**DATA TO USE:**
========================================================================

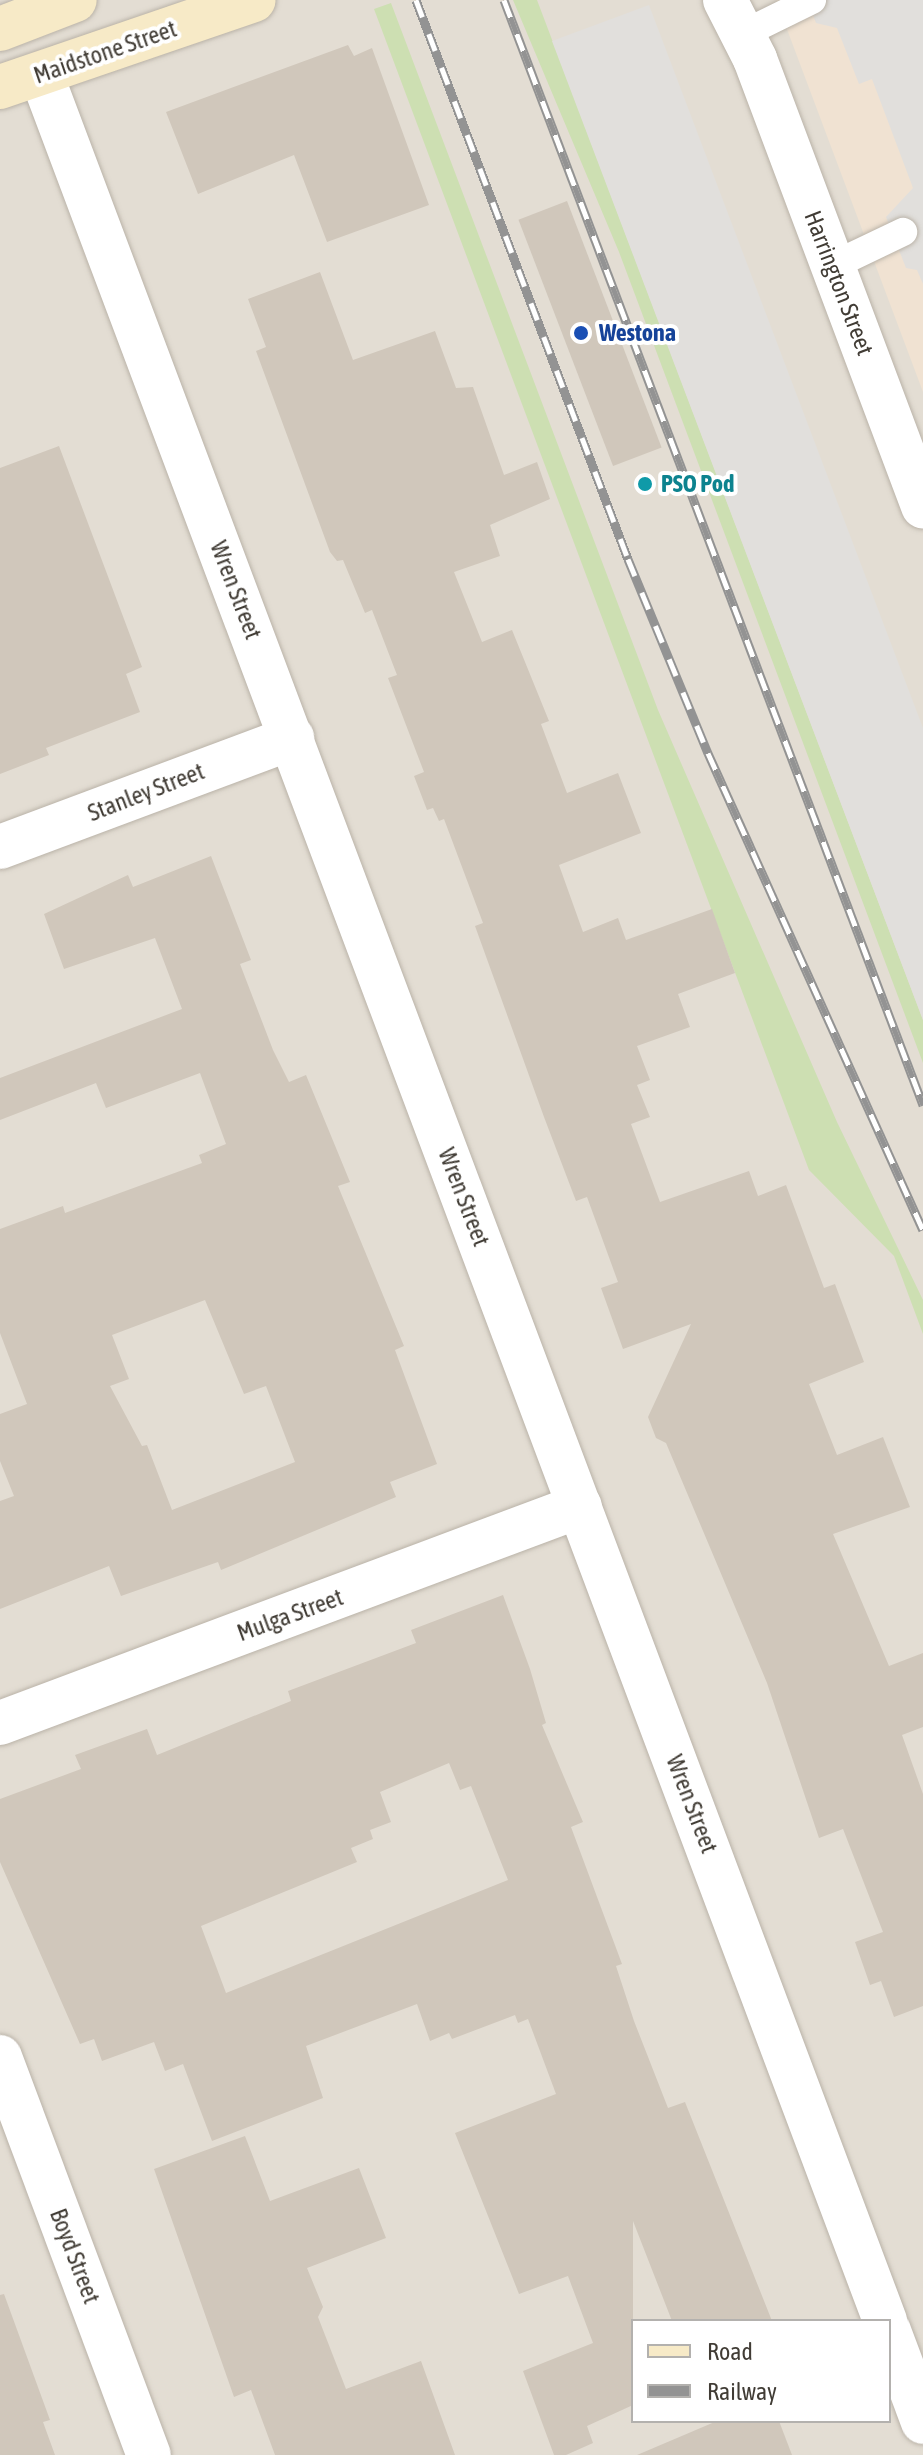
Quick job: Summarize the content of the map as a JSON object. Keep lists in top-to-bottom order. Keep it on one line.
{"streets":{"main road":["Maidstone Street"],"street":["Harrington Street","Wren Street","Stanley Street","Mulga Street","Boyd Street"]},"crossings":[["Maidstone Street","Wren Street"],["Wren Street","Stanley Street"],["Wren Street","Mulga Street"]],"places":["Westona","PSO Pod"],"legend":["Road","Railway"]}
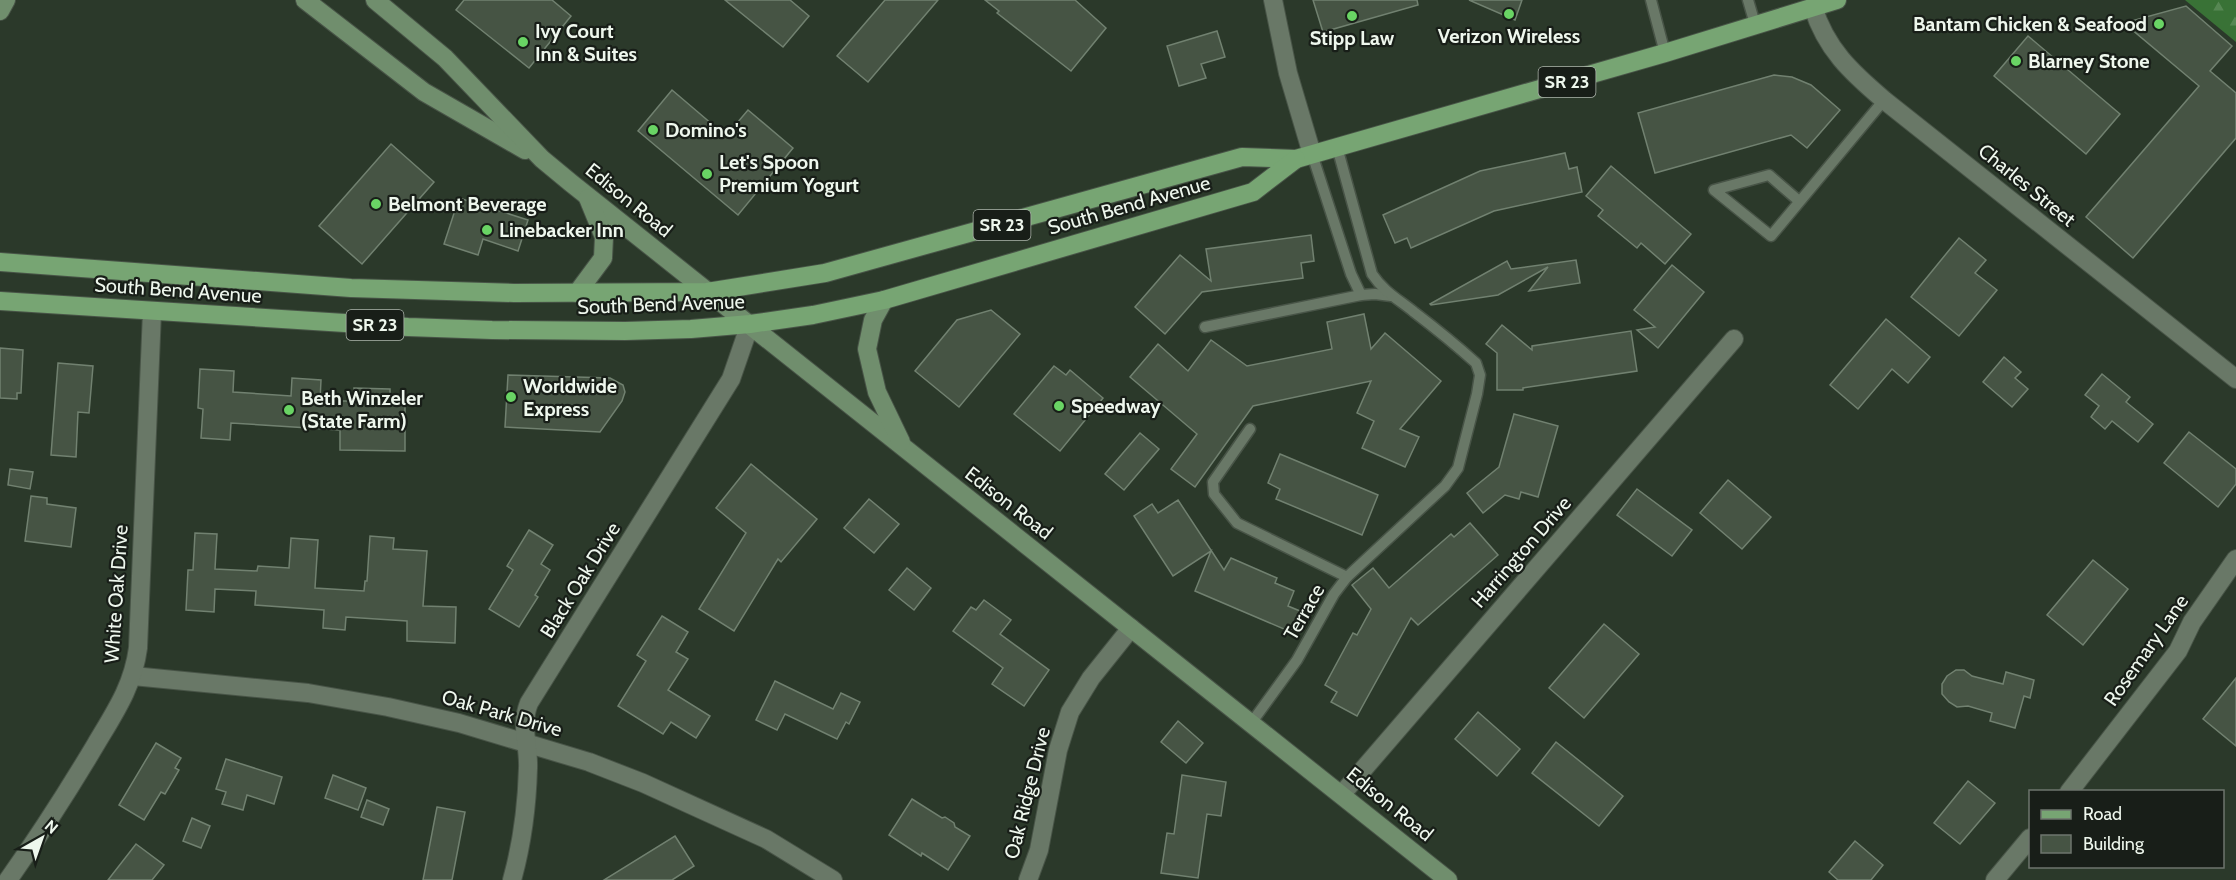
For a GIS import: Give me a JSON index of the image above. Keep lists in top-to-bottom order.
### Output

========================================================================

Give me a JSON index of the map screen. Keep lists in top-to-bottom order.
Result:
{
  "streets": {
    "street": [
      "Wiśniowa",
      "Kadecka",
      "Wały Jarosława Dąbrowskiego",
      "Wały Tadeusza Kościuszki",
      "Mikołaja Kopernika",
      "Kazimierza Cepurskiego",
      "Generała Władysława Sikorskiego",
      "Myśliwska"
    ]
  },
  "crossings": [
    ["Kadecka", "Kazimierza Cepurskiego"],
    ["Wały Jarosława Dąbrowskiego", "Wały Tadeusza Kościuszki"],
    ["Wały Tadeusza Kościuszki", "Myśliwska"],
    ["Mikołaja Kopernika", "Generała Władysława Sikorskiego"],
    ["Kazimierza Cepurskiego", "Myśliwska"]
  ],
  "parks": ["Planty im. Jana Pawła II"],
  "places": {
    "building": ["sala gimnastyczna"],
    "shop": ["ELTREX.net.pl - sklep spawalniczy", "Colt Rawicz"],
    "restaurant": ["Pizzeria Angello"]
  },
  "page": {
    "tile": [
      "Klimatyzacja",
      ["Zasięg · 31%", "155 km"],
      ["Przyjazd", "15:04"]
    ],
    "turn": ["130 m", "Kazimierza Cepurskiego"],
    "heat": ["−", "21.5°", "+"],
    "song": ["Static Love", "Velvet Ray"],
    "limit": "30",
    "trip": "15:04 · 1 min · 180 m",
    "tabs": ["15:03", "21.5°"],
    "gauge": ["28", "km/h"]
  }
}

========================================================================

**WHAT THE TASK ASKS:**
What lines above contain the word "index"? Return each such line.

**TASK OUTPUT:**
For a GIS import: Give me a JSON index of the image above. Keep lists in top-to-bottom order.
Give me a JSON index of the map screen. Keep lists in top-to-bottom order.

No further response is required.